Task brief —
Each entry that follows should be retyped in full and exactly.

Data to process —
○ ○ ○ ○ ○

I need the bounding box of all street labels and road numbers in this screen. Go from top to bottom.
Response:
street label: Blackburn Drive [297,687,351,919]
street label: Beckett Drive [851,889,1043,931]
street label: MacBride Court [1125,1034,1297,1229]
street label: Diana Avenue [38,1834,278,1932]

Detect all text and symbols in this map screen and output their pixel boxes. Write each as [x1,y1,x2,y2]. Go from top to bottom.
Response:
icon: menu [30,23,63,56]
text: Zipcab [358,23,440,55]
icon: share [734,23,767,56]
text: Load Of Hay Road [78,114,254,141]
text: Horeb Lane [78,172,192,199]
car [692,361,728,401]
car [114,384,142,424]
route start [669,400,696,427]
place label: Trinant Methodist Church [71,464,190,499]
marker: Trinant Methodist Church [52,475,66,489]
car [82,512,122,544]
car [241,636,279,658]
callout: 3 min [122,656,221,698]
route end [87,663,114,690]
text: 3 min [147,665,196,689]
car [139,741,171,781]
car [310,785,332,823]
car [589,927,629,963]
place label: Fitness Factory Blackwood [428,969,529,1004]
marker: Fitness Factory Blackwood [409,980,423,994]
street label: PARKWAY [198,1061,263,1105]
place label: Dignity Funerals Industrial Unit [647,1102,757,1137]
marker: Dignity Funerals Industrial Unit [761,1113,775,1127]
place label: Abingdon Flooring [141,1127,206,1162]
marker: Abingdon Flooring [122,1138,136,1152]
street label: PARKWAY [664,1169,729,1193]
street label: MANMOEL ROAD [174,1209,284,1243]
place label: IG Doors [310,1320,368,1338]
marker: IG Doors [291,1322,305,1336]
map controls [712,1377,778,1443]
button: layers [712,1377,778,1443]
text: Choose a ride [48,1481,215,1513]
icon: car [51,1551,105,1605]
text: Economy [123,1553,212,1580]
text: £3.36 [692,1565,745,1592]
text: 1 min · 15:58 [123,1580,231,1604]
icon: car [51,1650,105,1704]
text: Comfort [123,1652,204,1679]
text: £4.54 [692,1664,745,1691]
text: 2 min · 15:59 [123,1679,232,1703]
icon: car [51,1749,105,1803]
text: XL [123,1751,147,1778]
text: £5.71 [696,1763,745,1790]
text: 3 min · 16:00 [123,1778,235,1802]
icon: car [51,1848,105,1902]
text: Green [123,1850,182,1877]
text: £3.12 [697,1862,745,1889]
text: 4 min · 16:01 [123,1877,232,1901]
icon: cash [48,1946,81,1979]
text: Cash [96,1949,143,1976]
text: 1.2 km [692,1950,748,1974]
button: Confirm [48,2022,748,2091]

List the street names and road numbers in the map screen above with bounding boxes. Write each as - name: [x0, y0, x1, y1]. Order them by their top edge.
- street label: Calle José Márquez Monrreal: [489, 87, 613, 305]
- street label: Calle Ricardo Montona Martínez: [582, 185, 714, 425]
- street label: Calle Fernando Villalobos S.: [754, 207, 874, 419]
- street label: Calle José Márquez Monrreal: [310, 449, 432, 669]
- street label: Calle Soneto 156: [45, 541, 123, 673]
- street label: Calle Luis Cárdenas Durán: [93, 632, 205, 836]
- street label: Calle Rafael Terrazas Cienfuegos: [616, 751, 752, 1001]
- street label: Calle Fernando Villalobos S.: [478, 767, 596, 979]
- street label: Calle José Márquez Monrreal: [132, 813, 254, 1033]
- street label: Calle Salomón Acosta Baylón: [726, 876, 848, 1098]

○ ○ ○ ○ ○

Your response —
I need the bounding box of all street labels and road numbers in this screen. Go from top to bottom.
Response:
street label: Blackburn Drive [297,687,351,919]
street label: Beckett Drive [851,889,1043,931]
street label: MacBride Court [1125,1034,1297,1229]
street label: Diana Avenue [38,1834,278,1932]

Detect all text and symbols in this map screen and output their pixel boxes. Write each as [x1,y1,x2,y2]. Go from top to bottom.
Response:
icon: menu [30,23,63,56]
text: Zipcab [358,23,440,55]
icon: share [734,23,767,56]
text: Load Of Hay Road [78,114,254,141]
text: Horeb Lane [78,172,192,199]
car [692,361,728,401]
car [114,384,142,424]
route start [669,400,696,427]
place label: Trinant Methodist Church [71,464,190,499]
marker: Trinant Methodist Church [52,475,66,489]
car [82,512,122,544]
car [241,636,279,658]
callout: 3 min [122,656,221,698]
route end [87,663,114,690]
text: 3 min [147,665,196,689]
car [139,741,171,781]
car [310,785,332,823]
car [589,927,629,963]
place label: Fitness Factory Blackwood [428,969,529,1004]
marker: Fitness Factory Blackwood [409,980,423,994]
street label: PARKWAY [198,1061,263,1105]
place label: Dignity Funerals Industrial Unit [647,1102,757,1137]
marker: Dignity Funerals Industrial Unit [761,1113,775,1127]
place label: Abingdon Flooring [141,1127,206,1162]
marker: Abingdon Flooring [122,1138,136,1152]
street label: PARKWAY [664,1169,729,1193]
street label: MANMOEL ROAD [174,1209,284,1243]
place label: IG Doors [310,1320,368,1338]
marker: IG Doors [291,1322,305,1336]
map controls [712,1377,778,1443]
button: layers [712,1377,778,1443]
text: Choose a ride [48,1481,215,1513]
icon: car [51,1551,105,1605]
text: Economy [123,1553,212,1580]
text: £3.36 [692,1565,745,1592]
text: 1 min · 15:58 [123,1580,231,1604]
icon: car [51,1650,105,1704]
text: Comfort [123,1652,204,1679]
text: £4.54 [692,1664,745,1691]
text: 2 min · 15:59 [123,1679,232,1703]
icon: car [51,1749,105,1803]
text: XL [123,1751,147,1778]
text: £5.71 [696,1763,745,1790]
text: 3 min · 16:00 [123,1778,235,1802]
icon: car [51,1848,105,1902]
text: Green [123,1850,182,1877]
text: £3.12 [697,1862,745,1889]
text: 4 min · 16:01 [123,1877,232,1901]
icon: cash [48,1946,81,1979]
text: Cash [96,1949,143,1976]
text: 1.2 km [692,1950,748,1974]
button: Confirm [48,2022,748,2091]

List the street names and road numbers in the map screen above with bounding boxes. Write each as - name: [x0, y0, x1, y1]. Order them by their top edge.
- street label: Calle José Márquez Monrreal: [489, 87, 613, 305]
- street label: Calle Ricardo Montona Martínez: [582, 185, 714, 425]
- street label: Calle Fernando Villalobos S.: [754, 207, 874, 419]
- street label: Calle José Márquez Monrreal: [310, 449, 432, 669]
- street label: Calle Soneto 156: [45, 541, 123, 673]
- street label: Calle Luis Cárdenas Durán: [93, 632, 205, 836]
- street label: Calle Rafael Terrazas Cienfuegos: [616, 751, 752, 1001]
- street label: Calle Fernando Villalobos S.: [478, 767, 596, 979]
- street label: Calle José Márquez Monrreal: [132, 813, 254, 1033]
- street label: Calle Salomón Acosta Baylón: [726, 876, 848, 1098]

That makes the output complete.